There was a popular book written in the late 1980s by Robert Fulghum named “All I Really Need to Know I Learned in Kindergarten,” It is filled with tried and true lessons about growing up: “Hold hands and stick together,” “play fair,” “look at yourself,” and other snippets of suggestions we learn about early in life but rarely follow. There are other things we are taught in school, however, that will not appear in books but are a perfect fit for Laura Wandel’s masterful first feature Playground (Un monde), Belgium’s submission to the 2022 Oscars for Best International Film. Among the advice the film gives is — dominate to avoid domination, be right and make others wrong, never show weakness, and most adults you look to for caring are interested in their own problems, not yours.
This advice was learned early by seven-year-old Nora in a remarkable first performance by Maya Vanderbeque, a shy and sensitive young girl struggling to fit into a rejecting environment in this deeply disturbing look at power relationships at a French grade school. Focusing on the environment where only the strongest or the most manipulative survive, Nora, who is fearfully left by her father (Karim Leklou, “The Stronghold”) on her first day, has to navigate strict rules that one dares not break, rules where everyone has a place in the hierarchy and, if you don’t know it, you will soon find out.
The film is subtitled “Un monde” which translates into “the world,” a reference to the fact that the playground is the only world that the viewer knows. Though it is a work of fiction, it feels like a documentary and may hit a responsive chord with those who have pushed away disturbing memories of their childhood. In this constraining environment, Nora’s older brother Abel (Günter Duret, “Working Girls”) is the subject of continuous bullying by other boys and who, because of his size and the number of aggressive bullies he has to deal with, is unable to defend himself from the relentless attacks and is too embarrassed to tell his father about the beatings.
Cinematographer Frédéric Noirhomme (“A Good Doctor”) shoots everything from the vantage point of the young children and we only see the adults as disembodied arms and legs when they stoop to speak to a child. Shot mostly in close-ups, the expressions on Nora’s face reveal more than could ever be spoken: Her fear, hurt, longing for friendship, and the slow loss of her innocence. There is no narrative flow, merely a collection of episodes that repeat themselves but with increasing urgency. Unable to get through to school officials who show little personal interest, Nora, unable to continue to bear the secret of her brother’s suffering, turns to her father who complains to school officials but achieves little beyond confronting the perpetrators obvious stonewalling.

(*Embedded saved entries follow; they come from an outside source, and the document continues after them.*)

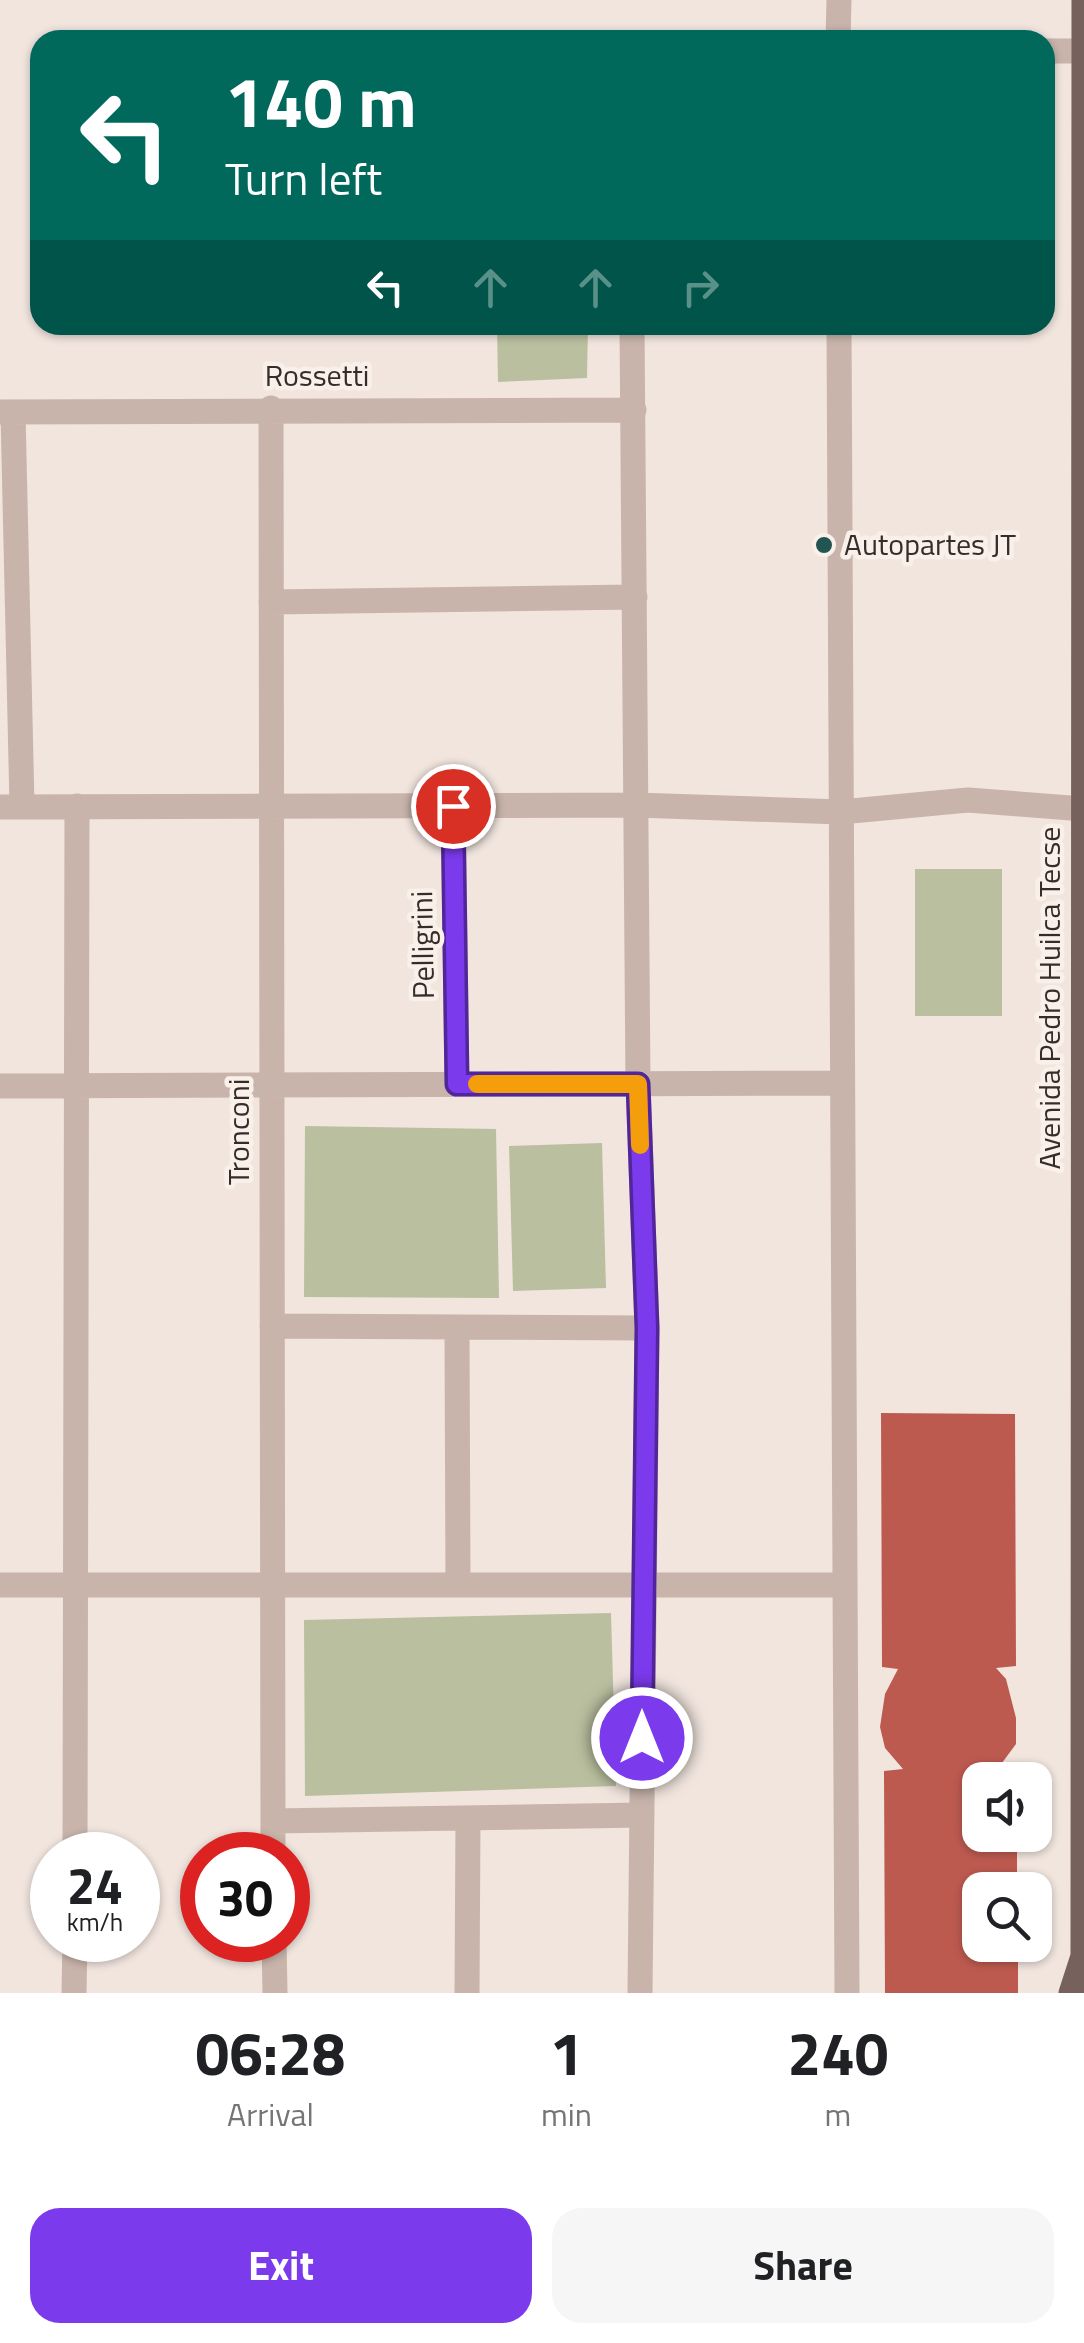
<!DOCTYPE html>
<html lang="en">
<head>
<meta charset="utf-8">
<style>
  body { margin:0; font-family:"Titillium Web",sans-serif; background:#f6f6f6; color:#202124; height:100vh; display:flex; flex-direction:column; font-size:38px; white-space:nowrap }
  * { box-sizing:border-box; margin:0 }
  p { font-size:32px; color:#757577 }
  .icon { flex:none; width:55px; height:55px; fill:none; stroke:currentColor; stroke-width:2; stroke-linecap:round; stroke-linejoin:round }
  .map { position:relative; height:1993px; overflow:hidden }
  .details { display:flex; flex-direction:column; background:#fff; flex:1 }
  .details>* { flex:none }
  .guide { position:absolute; left:30px; top:30px; width:1025px; height:305px; border-radius:30px; box-shadow:0 2px 8px #0004; background:#00695c; color:#fff; overflow:hidden }
  .tools { position:absolute; left:962px; top:1762px; display:grid; gap:20px }
  .tools a { display:grid; place-items:center; width:90px; height:90px; border-radius:20px; background:#fff; box-shadow:0 2px 8px #0004; font-size:50px }
  .speed { position:absolute; left:30px; top:1832px; display:flex; gap:20px; font-size:50px; font-weight:700; text-align:center }
  .speed>* { display:grid; place-content:center; width:130px; height:130px; border-radius:50%; background:#fff; box-shadow:0 2px 8px #0004; line-height:1 }
  .speed small { font-size:25px; font-weight:400 }
  .speed .limit { border:15px solid #d22; background:#fff; color:#111 }
  .pin { position:absolute; display:grid; place-items:center; width:85px; height:85px; color:#fff; margin:-42px; border:5px solid #fff; border-radius:50%; box-shadow:0 2px 10px #0007 }
  .me { position:absolute; width:110px; margin:-55px; rotate:0deg; stroke-linejoin:round; filter:drop-shadow(0 0 8px #0008) }
  .turn { display:flex; align-items:center; gap:35px; height:210px; padding:0 30px; font-size:45px }
  .turn .icon { width:130px; height:130px; stroke-width:2.5 }
  .turn b { display:block; font-size:70px; line-height:85px }
  .lanes { display:flex; align-items:center; height:95px; padding:0 30px; background:#0003; justify-content:center; gap:50px; direction:ltr }
  .lanes .off { opacity:.35 }
  .eta { display:flex; justify-content:space-evenly; align-items:center; height:170px; text-align:center }
  .eta b { font-size:60px; font-weight:700; line-height:70px }
  .action { display:flex; gap:20px; margin-top:auto; padding:20px 30px }
  .action a { flex:1; height:115px; border-radius:30px; background:#7c3aed; color:#fff; font-size:40px; font-weight:700; line-height:115px; text-align:center }
  .action a+a { background:#f6f6f6; color:#202124 }
  .map>svg:first-child { display:block }
</style>
</head>
<body>
<div class="map">
<svg width="1084" height="1993" viewBox="0 0 1084 1993">
  <rect width="100%" height="100%" fill="#f1e5de"/>
  <!-- green -->
  <path fill="#b9bf9f" d="M497,325H588L587,378L498,382Z
    M915,869H1002V1016H915Z
    M305,1126L496,1129L499,1298L304,1297Z
    M602,1143L606,1288L513,1291L509,1146Z
    M611,1613L616,1786L305,1796L304,1620Z"/>
  <!-- building -->
  <path fill="#bd5a50" d="M881,1413L1015,1414L1016,1666L996,1668L1006,1679L1016,1718V1744L999,1767L1017,1771V1780H980V1835H1017V1890H980V1945H1018V1993H885L884,1771L903,1769L885,1748L880,1727L885,1694L898,1669L882,1667Z"/>
  <g fill="none" stroke-linecap="round" stroke-linejoin="round">
    <!-- minor -->
    <path stroke="#c8b4ab" stroke-width="25" d="M838,40L839,0
      M1045,51H1083
      M632,325L638,1084L647,1328L640,1993
      M839,325L847,1993
      M271,408L273,1855
      M0,412L634,410
      M13,412L22,806
      M271,602L635,597
      M453,806L457,1084
      M0,807L636,805L841,812L968,800L1084,809
      M0,1086L840,1083
      M272,1326L647,1328
      M457,1330L458,1585
      M0,1585H843
      M273,1821L642,1815
      M75,1855L77,806
      M274,1940L275,1993
      M74,1993L75,1940
      M467,1993L468,1818"/>
    <!-- major -->
    <path stroke="#77615c" stroke-width="25" d="M1071,1993L1083,1956L1084,0"/>
  </g>
  <g fill="none" stroke-linecap="round" stroke-linejoin="round">
    <defs>
      <path id="route" d="M453,806L457,1084H638L647,1328L642,1738"/>
    </defs>
    <!-- route casing -->
    <use href="#route" stroke="#51269a" stroke-width="25"/>
    <!-- route -->
    <use href="#route" stroke="#7c3aed" stroke-width="18"/>
    <!-- slow -->
    <path stroke="#f59e0b" stroke-width="18" d="M477,1084H638L640,1145"/>
  </g>
  <!-- markers -->
  <circle fill="#225551" stroke="#f9f0ea" stroke-width="4" cx="824" cy="545" r="10"/>
  <g text-anchor="middle" stroke-width="9" stroke-linejoin="round" paint-order="stroke">
    <!-- street labels -->
    <g font-size="30" fill="#362c2a" stroke="#f9f0ea">
      <text x="317" y="386">Rossetti</text>
      <text transform="translate(423 945) rotate(-91)" y="10">Pelligrini</text>
      <text transform="translate(1050 998) rotate(-90)" y="10">Avenida Pedro Huilca Tecse</text>
      <text transform="translate(239 1132) rotate(-90)" y="10">Tronconi</text>
    </g>
    <!-- poi labels -->
    <g font-size="30" fill="#362c2a" stroke="#f9f0ea" text-anchor="start">
      <text x="844" y="555">Autopartes JT</text>
    </g>
  </g>
</svg>
<div class="tools">
<a><svg class="icon" aria-label="sound" viewBox="0 0 24 24"><path d="M4 9h4l5-4v14l-5-4H4zM17 9q2 3 0 6"/></svg></a>
<a><svg class="icon" aria-label="search" viewBox="0 0 24 24"><circle cx="10" cy="10" r="6"/><path d="M15 15l6 6"/></svg></a>
</div>
<div class="speed"><div>24<small>km/h</small></div><div class="limit">30</div></div>
<div class="pin" style="left:453px;top:806px;background:#d93025"><svg class="icon" aria-label="arrive" viewBox="0 0 24 24"><path d="M6 21V4h12l-3 4 3 4H6"/></svg></div>
<svg class="me" style="left:642px;top:1738px" viewBox="-20 -20 40 40"><circle r="17" fill="#7c3aed" stroke="#fff" stroke-width="3"/><path d="M0-11L8 9 0 5-8 9z" fill="#fff"/></svg>
<div class="guide">
<div class="turn"><svg class="icon" aria-label="left" viewBox="0 0 24 24"><path d="M17 20v-9H6M10 6l-5 5 5 5"/></svg><div><b>140 m</b>Turn left</div></div>
<div class="lanes"><svg class="icon" aria-label="left" viewBox="0 0 24 24"><path d="M17 20v-9H6M10 6l-5 5 5 5"/></svg><svg class="icon off" aria-label="ahead" viewBox="0 0 24 24"><path d="M12 20V5M6 11l6-6 6 6"/></svg><svg class="icon off" aria-label="ahead" viewBox="0 0 24 24"><path d="M12 20V5M6 11l6-6 6 6"/></svg><svg class="icon off" aria-label="right" viewBox="0 0 24 24"><path d="M7 20v-9h11M14 6l5 5-5 5"/></svg></div>
</div>
</div>
<section class="details">
<div class="eta">
<div><b>06:28</b><p>Arrival</p></div>
<div><b>1</b><p>min</p></div>
<div><b>240</b><p>m</p></div>
</div>
<div class="action"><a>Exit</a><a>Share</a></div>
</section>
</body>
</html>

Abel now feels that his sister has committed an act of betrayal and their relationship suffers, Nora receiving the worst of it as the school bullies turn on her. In this dog-eat-dog world, it becomes apparent that the bullied ultimately becomes the bully to achieve some imagined payback. Reminiscent of Kazakhstan director Emir Baigazin’s unforgettable “Harmony Lessons” in which a bullied student plots revenge on his tormentors, Playground is not an easy watch, yet it is a haunting and lyrical film that, even in its bleakest moments, conveys an unmistakable experience of light, a film that, while it mirrors an increasing cycle of violence in a society governed by the false notion of survival of the fittest, love remains present, buried but always ready to emerge.